Sealed types Java 21 sealed interfaces + pattern matching for type-safe simulation step dispatch.

API Reference

Submit a Job

POST /api/jobs
Content-Type: application/json

Request body:

{
  "jobType": "SIMULATION",
  "payload": {
    "steps": [
      { "action": "LOG", "message": "Starting job" },
      { "action": "SLEEP", "durationMs": 2000 },
      { "action": "COMPUTE", "iterations": 500000 },
      { "action": "HTTP_CALL", "url": "https://example.com", "latencyMs": 1500 }
    ]
  },
  "maxRetryCount": 3
}

Response (202 Accepted):

{
  "jobId": "a1b2c3d4-...",
  "traceId": "e5f6g7h8-..."
}

Get Job by ID

GET /api/jobs/{id}

Response (200 OK):

{
  "id": "a1b2c3d4-...",
  "type": "SIMULATION",
  "traceId": "e5f6g7h8-...",
  "createdAt": "2026-02-28T10:00:00Z",
  "updatedAt": "2026-02-28T10:00:00Z"
}

List Jobs (Paginated)

GET /api/jobs?type=SIMULATION&page=0&size=20

Response (200 OK):

{
  "jobs": [ ... ],
  "page": 0,
  "size": 20,
  "totalElements": 42,
  "totalPages": 3
}

Simulation Step Types

Step Fields Behaviour
SLEEP durationMs (int) Pauses execution for the specified duration
LOG message (String) Logs the message at INFO level
COMPUTE iterations (int) CPU-bound loop (sum accumulation)
HTTP_CALL url (String), latencyMs (int) Simulates HTTP latency via sleep
FAIL message (String) Throws a failure exception, halting execution

Internal Endpoints (Lifecycle Tracking)

These endpoints are exposed directly by the scheduler and worker for observing the full job lifecycle. They are not part of the public API gateway.

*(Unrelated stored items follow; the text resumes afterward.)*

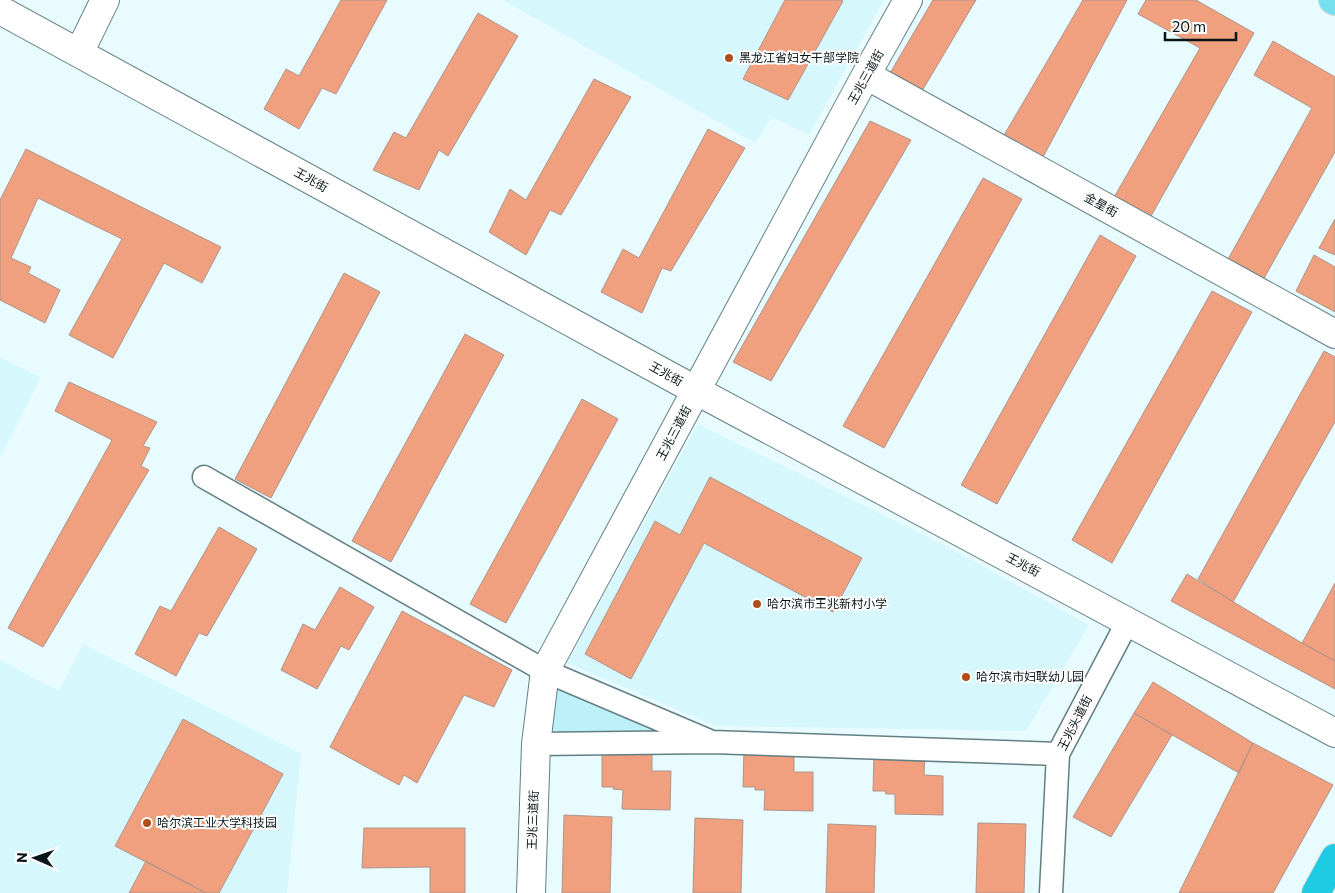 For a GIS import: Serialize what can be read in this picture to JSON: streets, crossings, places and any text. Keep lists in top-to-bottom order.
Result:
{
  "streets": {
    "street": [
      "王兆三道街",
      "王兆街",
      "金星街",
      "王兆头道街"
    ]
  },
  "crossings": [
    ["王兆三道街", "王兆街"],
    ["王兆三道街", "金星街"],
    ["王兆街", "王兆头道街"]
  ],
  "places": [
    "黑龙江省妇女干部学院",
    "哈尔滨市王兆新村小学",
    "哈尔滨市妇联幼儿园",
    "哈尔滨工业大学科技园"
  ],
  "scale_bar": "20 m",
  "north": "left"
}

List endpoints support pagination via page and size query parameters (defaults: page=0, size=20).

Scheduler (:8081)

Method Endpoint Description
GET /internal/jobs/{id}/status Execution status for a single job
GET /internal/jobs?page=0&size=20 List all job executions (paginated)
GET /internal/jobs?status=PENDING&page=0&size=20 Filter executions by status (PENDING, RUNNING, COMPLETED, FAILED)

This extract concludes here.